Last Friday against North Carolina State, Tennessee unleashed a new, faster-tempo offense that helped the Vols roll up 22 first-quarter points, more than 500 yards of offense in the game, and a 35-21 opening day victory. Not too shabby. Offensive coordinator Jim Chaney spoke about UT’s new attack yesterday, describing how it can potentially impact an opposing defense:
“The argument is that you can simplify the defense’s calls. You can’t do a multiplicity of calls. I would consider that if I’m on their side I can’t do a bunch of shifting and motioning.
The game of football still gets down to when it says, ‘Set, hut!’ can we block them, can they tackle us, can we throw and can we catch? What happens when you’re going fast-paced is it distorts some of those values of the game a little bit. You see that once in a while: They get a little fatigued, and they miss a tackle where they routinely might make that play.”
In building a halftime lead last week, Tennessee went almost exclusively with one- or no-back sets during the first stanza. In the second half — with the lead — the Vols slowed things down considerably, using more two-back and two-tight end formations.
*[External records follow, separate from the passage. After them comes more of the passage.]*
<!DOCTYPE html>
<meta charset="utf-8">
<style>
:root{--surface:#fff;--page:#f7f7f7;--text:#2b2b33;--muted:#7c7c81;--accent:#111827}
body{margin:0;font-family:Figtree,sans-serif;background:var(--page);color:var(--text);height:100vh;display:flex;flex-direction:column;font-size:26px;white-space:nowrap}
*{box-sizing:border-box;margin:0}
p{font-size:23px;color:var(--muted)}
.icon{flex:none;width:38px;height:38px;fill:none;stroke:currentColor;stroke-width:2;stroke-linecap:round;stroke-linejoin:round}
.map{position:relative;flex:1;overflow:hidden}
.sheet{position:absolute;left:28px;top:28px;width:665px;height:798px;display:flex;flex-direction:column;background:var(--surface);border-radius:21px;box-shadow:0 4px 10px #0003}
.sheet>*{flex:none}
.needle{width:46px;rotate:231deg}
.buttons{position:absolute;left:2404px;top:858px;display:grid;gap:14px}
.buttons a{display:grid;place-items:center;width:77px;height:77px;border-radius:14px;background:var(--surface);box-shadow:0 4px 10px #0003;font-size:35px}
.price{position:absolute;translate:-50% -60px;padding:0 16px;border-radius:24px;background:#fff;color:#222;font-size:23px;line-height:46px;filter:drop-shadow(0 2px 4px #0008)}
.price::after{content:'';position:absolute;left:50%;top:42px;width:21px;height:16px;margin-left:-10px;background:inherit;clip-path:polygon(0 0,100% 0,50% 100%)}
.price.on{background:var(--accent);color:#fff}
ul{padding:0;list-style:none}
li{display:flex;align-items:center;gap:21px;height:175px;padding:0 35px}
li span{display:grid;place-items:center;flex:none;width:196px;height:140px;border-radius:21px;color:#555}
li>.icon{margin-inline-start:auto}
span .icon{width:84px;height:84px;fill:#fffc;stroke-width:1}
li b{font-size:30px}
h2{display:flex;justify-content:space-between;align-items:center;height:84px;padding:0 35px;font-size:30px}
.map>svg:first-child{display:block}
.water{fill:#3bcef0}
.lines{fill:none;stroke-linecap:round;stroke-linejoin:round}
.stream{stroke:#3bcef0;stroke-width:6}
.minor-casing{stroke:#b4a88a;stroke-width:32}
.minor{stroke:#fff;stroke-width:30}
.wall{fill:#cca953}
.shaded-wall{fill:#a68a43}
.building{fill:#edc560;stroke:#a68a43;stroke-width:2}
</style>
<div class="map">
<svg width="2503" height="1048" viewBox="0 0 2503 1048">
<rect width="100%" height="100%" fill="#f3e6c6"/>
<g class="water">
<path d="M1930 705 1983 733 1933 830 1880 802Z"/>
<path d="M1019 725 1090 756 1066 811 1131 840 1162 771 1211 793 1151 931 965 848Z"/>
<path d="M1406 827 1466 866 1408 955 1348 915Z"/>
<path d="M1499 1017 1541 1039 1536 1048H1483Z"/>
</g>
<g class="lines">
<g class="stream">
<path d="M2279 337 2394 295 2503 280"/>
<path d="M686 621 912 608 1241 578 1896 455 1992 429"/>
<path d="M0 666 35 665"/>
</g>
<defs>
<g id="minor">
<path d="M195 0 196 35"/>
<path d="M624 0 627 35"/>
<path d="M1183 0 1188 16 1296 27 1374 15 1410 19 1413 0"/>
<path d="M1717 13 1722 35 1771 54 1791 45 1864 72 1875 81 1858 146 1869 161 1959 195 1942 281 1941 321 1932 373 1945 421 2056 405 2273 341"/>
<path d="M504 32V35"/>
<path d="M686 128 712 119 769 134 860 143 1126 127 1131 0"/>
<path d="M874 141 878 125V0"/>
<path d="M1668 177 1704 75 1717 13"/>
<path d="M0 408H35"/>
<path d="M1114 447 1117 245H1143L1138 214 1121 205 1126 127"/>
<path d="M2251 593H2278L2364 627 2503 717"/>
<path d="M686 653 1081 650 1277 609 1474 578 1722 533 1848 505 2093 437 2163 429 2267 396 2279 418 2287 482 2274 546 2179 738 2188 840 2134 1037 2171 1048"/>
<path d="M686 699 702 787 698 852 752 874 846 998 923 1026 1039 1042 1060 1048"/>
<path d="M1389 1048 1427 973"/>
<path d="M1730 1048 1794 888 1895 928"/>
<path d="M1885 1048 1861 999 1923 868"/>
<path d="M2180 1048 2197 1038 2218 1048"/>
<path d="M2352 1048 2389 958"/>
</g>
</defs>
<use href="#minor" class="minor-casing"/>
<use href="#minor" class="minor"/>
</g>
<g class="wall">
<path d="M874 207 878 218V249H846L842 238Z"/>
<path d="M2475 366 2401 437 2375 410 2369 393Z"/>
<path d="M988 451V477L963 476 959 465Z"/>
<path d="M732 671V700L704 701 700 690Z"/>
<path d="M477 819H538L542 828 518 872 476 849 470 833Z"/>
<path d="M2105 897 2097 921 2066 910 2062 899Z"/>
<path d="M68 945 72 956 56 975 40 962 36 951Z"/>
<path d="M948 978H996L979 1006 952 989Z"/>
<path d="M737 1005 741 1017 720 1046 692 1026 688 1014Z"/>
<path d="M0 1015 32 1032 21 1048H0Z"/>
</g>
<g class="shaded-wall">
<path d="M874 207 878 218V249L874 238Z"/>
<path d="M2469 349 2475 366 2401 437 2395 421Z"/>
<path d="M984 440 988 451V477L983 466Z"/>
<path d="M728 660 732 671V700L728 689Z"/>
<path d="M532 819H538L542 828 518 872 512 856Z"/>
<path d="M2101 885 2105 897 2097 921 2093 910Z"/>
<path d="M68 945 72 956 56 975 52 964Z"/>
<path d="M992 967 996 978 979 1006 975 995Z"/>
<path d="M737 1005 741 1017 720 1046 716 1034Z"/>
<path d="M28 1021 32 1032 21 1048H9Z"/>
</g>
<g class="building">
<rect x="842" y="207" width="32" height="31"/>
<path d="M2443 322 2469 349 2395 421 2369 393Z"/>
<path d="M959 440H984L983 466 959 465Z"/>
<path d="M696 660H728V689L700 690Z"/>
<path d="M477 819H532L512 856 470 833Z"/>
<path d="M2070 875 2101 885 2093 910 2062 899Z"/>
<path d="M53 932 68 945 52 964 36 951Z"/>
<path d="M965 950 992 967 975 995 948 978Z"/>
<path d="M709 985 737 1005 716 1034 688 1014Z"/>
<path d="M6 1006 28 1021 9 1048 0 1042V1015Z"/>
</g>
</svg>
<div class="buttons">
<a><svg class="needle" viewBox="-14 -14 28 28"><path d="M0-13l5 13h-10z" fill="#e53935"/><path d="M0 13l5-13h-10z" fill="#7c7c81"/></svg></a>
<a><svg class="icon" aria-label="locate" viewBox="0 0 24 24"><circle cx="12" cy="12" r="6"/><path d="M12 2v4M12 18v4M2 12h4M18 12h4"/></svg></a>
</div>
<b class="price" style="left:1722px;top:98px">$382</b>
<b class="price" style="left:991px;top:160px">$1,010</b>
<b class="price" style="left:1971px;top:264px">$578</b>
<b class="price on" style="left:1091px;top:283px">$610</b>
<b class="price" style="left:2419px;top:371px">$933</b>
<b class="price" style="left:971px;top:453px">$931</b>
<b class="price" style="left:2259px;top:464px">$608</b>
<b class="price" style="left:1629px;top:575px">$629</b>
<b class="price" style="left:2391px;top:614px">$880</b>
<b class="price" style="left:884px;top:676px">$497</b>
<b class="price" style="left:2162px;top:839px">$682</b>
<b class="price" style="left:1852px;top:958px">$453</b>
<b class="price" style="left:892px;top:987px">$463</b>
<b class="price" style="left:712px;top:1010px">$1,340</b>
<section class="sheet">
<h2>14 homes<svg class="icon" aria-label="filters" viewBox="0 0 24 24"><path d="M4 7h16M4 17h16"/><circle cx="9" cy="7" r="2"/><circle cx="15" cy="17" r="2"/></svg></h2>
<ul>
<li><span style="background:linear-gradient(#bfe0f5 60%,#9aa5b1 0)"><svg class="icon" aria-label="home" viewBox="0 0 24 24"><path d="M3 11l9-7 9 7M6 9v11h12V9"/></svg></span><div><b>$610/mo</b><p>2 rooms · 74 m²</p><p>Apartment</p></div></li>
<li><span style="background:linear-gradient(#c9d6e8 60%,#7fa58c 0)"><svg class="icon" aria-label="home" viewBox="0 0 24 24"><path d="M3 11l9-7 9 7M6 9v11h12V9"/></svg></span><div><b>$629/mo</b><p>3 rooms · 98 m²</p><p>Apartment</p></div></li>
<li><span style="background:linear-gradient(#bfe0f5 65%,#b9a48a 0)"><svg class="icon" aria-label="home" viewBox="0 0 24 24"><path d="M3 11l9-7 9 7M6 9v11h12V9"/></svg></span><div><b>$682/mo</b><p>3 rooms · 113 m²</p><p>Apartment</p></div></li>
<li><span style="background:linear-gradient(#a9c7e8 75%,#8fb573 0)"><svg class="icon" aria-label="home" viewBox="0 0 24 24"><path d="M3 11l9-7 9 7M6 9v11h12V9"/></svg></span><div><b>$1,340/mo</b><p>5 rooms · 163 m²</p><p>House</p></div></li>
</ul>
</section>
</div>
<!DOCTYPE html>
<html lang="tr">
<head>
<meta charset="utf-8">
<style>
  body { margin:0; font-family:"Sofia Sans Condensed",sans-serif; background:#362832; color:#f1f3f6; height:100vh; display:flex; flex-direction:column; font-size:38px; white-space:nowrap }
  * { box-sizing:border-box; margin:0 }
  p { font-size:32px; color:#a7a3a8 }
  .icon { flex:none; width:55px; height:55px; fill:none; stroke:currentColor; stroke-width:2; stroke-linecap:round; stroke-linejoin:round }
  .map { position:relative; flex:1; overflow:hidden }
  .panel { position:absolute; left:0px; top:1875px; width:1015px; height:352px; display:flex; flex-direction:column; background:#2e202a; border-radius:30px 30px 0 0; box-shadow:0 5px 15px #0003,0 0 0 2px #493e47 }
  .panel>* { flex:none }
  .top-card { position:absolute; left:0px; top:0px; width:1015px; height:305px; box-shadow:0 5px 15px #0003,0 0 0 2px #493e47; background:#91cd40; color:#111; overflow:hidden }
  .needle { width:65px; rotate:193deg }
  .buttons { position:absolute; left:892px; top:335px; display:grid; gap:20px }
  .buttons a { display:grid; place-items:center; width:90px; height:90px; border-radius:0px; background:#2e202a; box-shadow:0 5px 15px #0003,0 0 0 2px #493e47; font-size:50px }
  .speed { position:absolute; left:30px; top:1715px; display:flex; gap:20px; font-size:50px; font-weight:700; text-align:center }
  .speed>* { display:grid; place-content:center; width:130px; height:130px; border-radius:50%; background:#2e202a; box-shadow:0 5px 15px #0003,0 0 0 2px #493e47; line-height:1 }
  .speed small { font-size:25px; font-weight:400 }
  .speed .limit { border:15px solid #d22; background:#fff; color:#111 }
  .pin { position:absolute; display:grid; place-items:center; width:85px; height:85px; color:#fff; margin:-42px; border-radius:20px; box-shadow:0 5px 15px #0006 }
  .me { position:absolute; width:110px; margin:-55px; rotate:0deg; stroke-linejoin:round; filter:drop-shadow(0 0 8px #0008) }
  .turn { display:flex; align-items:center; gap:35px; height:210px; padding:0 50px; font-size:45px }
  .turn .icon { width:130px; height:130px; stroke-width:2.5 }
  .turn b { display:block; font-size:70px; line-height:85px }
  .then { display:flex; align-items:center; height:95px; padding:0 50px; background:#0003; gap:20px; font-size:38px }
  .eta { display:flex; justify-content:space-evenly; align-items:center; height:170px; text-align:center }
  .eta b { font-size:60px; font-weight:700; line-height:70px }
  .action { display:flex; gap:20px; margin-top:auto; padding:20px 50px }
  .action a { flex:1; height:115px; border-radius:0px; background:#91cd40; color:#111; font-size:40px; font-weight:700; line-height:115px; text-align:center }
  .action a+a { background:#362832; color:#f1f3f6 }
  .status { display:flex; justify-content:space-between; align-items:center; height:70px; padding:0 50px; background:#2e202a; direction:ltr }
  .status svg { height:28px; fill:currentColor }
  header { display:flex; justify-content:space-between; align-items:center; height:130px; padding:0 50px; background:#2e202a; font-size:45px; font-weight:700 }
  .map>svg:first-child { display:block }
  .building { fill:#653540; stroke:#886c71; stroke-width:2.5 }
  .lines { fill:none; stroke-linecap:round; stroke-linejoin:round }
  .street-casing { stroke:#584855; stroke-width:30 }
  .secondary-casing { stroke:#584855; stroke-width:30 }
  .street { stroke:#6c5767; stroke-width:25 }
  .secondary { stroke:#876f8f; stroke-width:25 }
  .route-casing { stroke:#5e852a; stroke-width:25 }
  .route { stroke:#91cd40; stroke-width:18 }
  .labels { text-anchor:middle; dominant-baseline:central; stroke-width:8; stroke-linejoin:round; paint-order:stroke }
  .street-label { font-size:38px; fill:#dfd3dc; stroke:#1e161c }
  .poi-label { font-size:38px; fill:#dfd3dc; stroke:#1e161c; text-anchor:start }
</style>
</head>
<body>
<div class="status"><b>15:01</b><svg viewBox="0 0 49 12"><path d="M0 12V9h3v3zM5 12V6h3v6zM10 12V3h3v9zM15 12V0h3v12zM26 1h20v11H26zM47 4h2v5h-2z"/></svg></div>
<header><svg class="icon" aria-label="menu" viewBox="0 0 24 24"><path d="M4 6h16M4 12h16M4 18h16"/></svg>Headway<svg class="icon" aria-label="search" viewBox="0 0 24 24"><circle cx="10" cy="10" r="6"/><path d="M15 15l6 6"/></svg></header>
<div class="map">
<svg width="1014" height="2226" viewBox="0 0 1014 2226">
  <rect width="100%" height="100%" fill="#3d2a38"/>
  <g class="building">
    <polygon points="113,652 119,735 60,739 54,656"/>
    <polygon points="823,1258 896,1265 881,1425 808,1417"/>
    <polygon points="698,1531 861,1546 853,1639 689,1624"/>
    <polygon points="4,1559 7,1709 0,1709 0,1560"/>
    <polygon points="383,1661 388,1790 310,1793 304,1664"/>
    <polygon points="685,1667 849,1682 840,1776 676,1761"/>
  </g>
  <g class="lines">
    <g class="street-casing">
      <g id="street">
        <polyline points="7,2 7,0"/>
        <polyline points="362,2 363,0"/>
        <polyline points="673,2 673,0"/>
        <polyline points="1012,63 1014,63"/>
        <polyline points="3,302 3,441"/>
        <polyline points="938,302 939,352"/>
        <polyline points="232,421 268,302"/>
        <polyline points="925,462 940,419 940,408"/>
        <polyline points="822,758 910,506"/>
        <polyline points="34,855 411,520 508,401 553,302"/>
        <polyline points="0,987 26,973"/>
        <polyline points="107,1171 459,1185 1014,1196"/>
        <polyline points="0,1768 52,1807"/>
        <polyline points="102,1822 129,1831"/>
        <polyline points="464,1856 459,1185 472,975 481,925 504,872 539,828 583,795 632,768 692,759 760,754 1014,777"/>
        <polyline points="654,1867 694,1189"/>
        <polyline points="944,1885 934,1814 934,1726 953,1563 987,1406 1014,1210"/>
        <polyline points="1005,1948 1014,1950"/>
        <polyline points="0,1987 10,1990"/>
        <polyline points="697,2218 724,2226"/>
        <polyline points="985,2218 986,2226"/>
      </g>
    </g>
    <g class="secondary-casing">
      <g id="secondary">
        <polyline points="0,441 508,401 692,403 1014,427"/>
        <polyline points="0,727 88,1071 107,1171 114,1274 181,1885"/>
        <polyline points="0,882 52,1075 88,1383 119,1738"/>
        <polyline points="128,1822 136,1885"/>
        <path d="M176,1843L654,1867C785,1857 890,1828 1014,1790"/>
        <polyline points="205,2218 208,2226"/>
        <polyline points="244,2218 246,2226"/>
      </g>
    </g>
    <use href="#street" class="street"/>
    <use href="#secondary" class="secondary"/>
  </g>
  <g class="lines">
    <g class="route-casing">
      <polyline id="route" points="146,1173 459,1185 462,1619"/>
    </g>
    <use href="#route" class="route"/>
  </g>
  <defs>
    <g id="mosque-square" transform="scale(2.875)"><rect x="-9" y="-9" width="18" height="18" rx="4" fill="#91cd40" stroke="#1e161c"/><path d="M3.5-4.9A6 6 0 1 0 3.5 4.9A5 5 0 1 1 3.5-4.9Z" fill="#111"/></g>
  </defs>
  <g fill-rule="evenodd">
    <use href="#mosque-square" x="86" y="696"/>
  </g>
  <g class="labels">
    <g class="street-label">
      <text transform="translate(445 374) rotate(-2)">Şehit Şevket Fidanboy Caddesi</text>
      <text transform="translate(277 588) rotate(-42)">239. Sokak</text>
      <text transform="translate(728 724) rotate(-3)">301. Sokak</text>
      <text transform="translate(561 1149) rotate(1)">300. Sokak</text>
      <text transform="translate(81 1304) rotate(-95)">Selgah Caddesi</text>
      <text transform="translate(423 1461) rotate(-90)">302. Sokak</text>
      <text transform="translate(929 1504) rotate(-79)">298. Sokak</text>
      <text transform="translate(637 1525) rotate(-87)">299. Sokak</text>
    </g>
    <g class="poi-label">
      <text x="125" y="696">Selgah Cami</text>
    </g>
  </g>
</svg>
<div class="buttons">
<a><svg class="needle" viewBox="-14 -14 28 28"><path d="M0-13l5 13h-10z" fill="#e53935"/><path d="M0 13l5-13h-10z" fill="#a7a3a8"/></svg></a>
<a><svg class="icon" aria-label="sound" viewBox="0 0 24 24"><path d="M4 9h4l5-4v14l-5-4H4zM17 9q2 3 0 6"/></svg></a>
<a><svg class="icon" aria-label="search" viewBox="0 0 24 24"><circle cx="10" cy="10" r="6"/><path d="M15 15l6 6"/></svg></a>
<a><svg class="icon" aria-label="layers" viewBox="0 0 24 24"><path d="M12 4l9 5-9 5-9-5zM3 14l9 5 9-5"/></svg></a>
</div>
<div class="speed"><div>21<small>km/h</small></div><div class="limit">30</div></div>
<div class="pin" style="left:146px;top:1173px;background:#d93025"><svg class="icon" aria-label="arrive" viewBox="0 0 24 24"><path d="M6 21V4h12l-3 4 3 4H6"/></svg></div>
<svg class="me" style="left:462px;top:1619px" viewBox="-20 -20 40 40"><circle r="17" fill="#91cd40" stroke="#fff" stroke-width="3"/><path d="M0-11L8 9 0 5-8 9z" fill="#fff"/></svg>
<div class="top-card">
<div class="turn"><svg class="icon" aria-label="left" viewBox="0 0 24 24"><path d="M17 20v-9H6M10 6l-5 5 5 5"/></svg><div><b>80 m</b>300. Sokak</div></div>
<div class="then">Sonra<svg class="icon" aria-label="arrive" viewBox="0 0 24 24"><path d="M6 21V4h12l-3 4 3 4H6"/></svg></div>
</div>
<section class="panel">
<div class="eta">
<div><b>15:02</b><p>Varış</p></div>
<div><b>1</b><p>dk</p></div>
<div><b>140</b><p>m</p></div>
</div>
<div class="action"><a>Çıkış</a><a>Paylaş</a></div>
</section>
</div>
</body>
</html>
The idea of speeding up on offense to limit a defense’s calls and to wear said unit down is not new, obviously. Many teams have been using the hurry-up for years. But this year’s tempo in Knoxville is new. Mainly because after years of instability and turnover, the Volunteers now have second- and third-year players who have learned one playbook taught by one offensive coordinator. And that makes a difference in what a team can do and in how fast they can do it.